**RECORDS TO PROCESS**

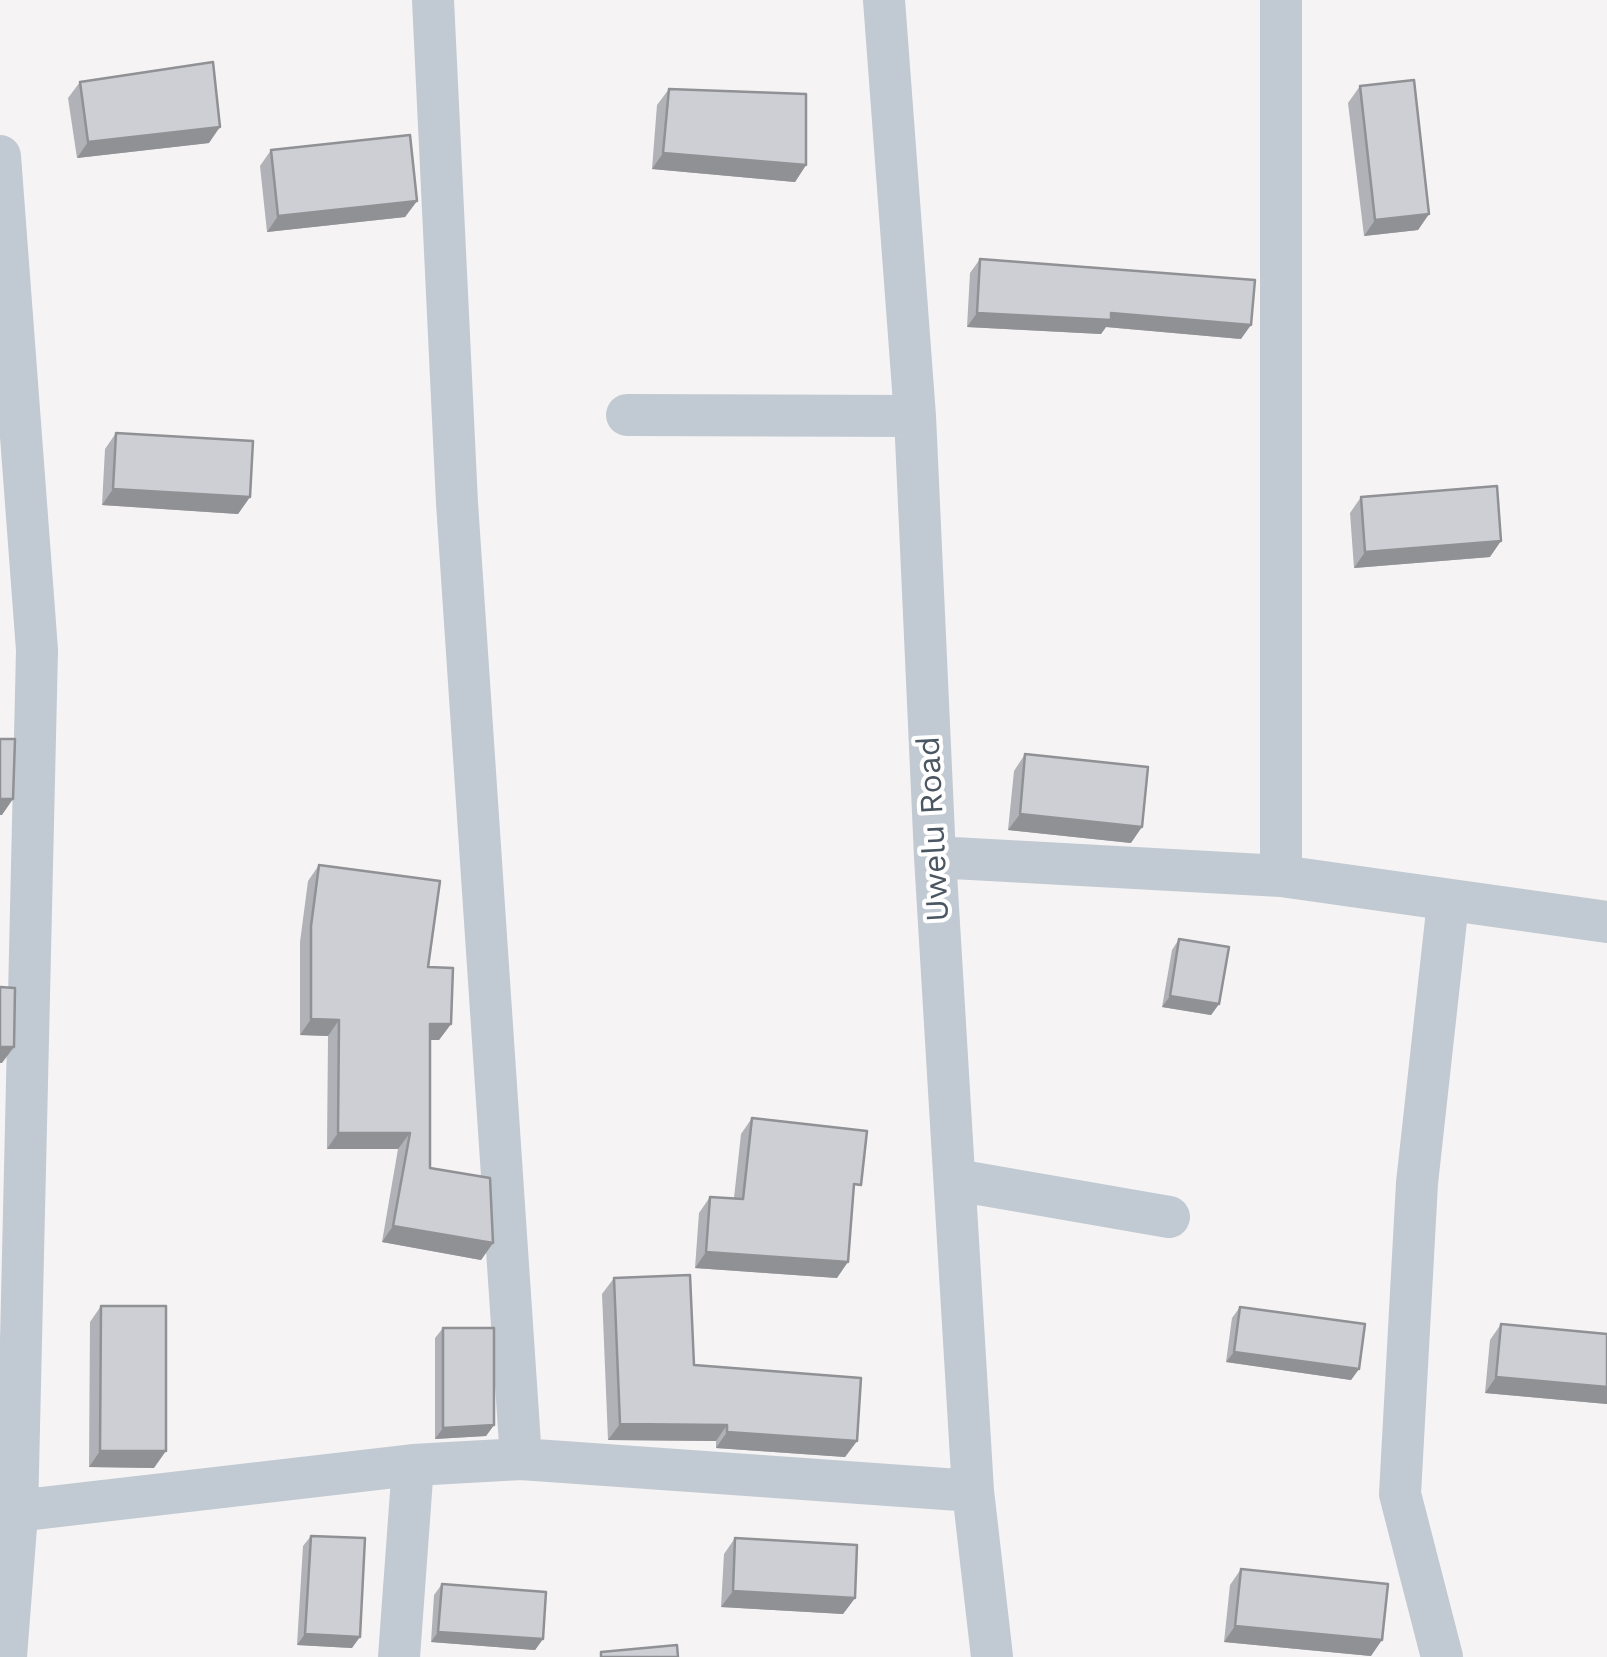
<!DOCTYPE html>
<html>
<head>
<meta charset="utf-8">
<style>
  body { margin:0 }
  canvas { display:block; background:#f5f3f3 }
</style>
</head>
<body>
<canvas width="1607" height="1657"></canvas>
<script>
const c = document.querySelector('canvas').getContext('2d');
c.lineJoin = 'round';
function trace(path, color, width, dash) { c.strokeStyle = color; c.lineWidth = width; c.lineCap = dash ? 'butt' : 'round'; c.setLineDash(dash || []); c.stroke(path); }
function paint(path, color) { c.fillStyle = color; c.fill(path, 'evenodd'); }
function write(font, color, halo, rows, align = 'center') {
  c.font = font + ' "Work Sans",sans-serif'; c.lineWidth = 8; c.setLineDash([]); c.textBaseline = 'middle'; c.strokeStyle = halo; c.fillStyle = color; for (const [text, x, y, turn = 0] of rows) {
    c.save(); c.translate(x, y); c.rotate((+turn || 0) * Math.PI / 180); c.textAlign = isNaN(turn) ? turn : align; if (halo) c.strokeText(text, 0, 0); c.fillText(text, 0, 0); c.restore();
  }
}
trace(new Path2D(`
  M433,0L457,503L521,1459
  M884,0L915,416L935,857L973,1491L992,1657
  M1281,0V876
  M0,156L37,650L17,1514L6,1657
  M627,415L915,416
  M935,857L1281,876L1607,922
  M956,1180L1169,1217
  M0,1513L413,1465L521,1459L973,1491
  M399,1657L413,1465
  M1442,1657L1400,1494L1417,1183L1448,902`), '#c1cad2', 42);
paint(new Path2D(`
  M80,82L209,143L77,158L68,98Z
  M1360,86L1429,214L1418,230L1364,236L1348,103Z
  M669,89L806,165L795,182L652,169L657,105Z
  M271,150L417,201L405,217L267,232L260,166Z
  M980,259L1241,339L1106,327L1101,334L967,327L970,273Z
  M116,433L250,497L238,514L102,505L105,449Z
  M1361,497L1490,557L1354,568L1350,513Z
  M1025,754L1131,843L1008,830L1014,771Z
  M319,865L428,967L451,1024L439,1040H430V1168L493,1243L481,1260L382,1242L398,1149H327L328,1036L300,1035V942L308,881Z
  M1179,939L1219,1004L1211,1015L1162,1007L1172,950Z
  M752,1118L853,1196L837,1278L695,1268L699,1213L710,1197L734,1198L741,1134Z
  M614,1278L694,1365L857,1441L845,1457L716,1448V1441L608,1440L602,1294Z
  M101,1306L154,1468L89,1467L90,1322Z
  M1240,1307L1359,1369L1351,1380L1226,1362L1232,1318Z
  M1501,1324L1607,1334V1404L1485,1393L1490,1340Z
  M443,1328L494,1425L486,1436L435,1439V1338Z
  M311,1536L352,1648L297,1645L303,1546Z
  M735,1538L855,1598L843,1614L721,1607L724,1554Z
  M1241,1569L1371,1656L1224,1642L1230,1585Z
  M442,1584L543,1639L535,1650L431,1642L434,1595Z`), '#b0b2b7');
paint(new Path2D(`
  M220,127L209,143L77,158L88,142Z
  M663,153L806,165L795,182L652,169Z
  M417,201L405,217L267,232L278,216Z
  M1429,214L1418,230L1364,236L1375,220Z
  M977,313H1111L1251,325L1241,339L1106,327L1101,334L967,327Z
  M113,489L250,497L238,514L102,505Z
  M1501,541L1490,557L1354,568L1365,552Z
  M0,799H13L2,815H0Z
  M1020,814L1142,827L1131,843L1008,830Z
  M1170,996L1219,1004L1211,1015L1162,1007Z
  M311,1019L339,1020L328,1036L300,1035Z
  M430,1024H451L439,1040H419Z
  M0,1047H14L2,1063H0Z
  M338,1133H410L398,1149H327Z
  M393,1226L493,1243L481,1260L382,1242Z
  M706,1252L848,1262L837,1278L695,1268Z
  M1234,1352L1359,1369L1351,1380L1226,1362Z
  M1496,1377L1607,1387V1404L1485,1393Z
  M620,1424L727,1425L716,1441L608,1440Z
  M494,1425L486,1436L435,1439L443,1428Z
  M727,1432L857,1441L845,1457L716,1448Z
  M100,1451H166L154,1468L89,1467Z
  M733,1591L855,1598L843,1614L721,1607Z
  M1235,1626L1382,1640L1371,1656L1224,1642Z
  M438,1632L543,1639L535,1650L431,1642Z
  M305,1634L360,1637L352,1648L297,1645Z`), '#909195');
const building = new Path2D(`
  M213,62L220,127L88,142L80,82Z
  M1414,80L1429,214L1375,220L1360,86Z
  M669,89L806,94V165L663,153Z
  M410,135L417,201L278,216L271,150Z
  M980,259L1255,280L1251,325L1111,313V320L977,313Z
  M116,433L253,441L250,497L113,489Z
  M1497,486L1501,541L1365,552L1361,497Z
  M0,739H15L13,799H0Z
  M1025,754L1148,767L1142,827L1020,814Z
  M319,865L440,881L428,967L453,968L451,1024H430V1168L490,1178L493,1243L393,1226L410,1133H338L339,1020L311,1019V926Z
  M1179,939L1229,947L1219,1004L1170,996Z
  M0,987L15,988L14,1047H0Z
  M752,1118L867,1131L861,1185L854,1184L848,1262L706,1252L710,1197L743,1199Z
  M690,1275L694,1365L861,1378L857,1441L727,1432V1425L620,1424L614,1278Z
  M101,1306H166V1451H100Z
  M1240,1307L1365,1324L1359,1369L1234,1352Z
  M1501,1324L1607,1334V1387L1496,1377Z
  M443,1328H494V1425L443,1428Z
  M311,1536L365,1538L360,1637L305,1634Z
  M735,1538L857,1545L855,1598L733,1591Z
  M1241,1569L1388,1584L1382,1640L1235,1626Z
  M442,1584L546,1592L543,1639L438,1632Z
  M677,1645L678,1657H601V1652Z`);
paint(building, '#cdcfd5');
trace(building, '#909195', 2.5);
write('32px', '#4a5661', '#fff', [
  ["Uwelu Road",934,829,-93]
]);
</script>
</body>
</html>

**PROBLEM TO WORK ON**
Across the listing above, count every line containing the string "function" and give the result with no comment.

**ANSWER**
3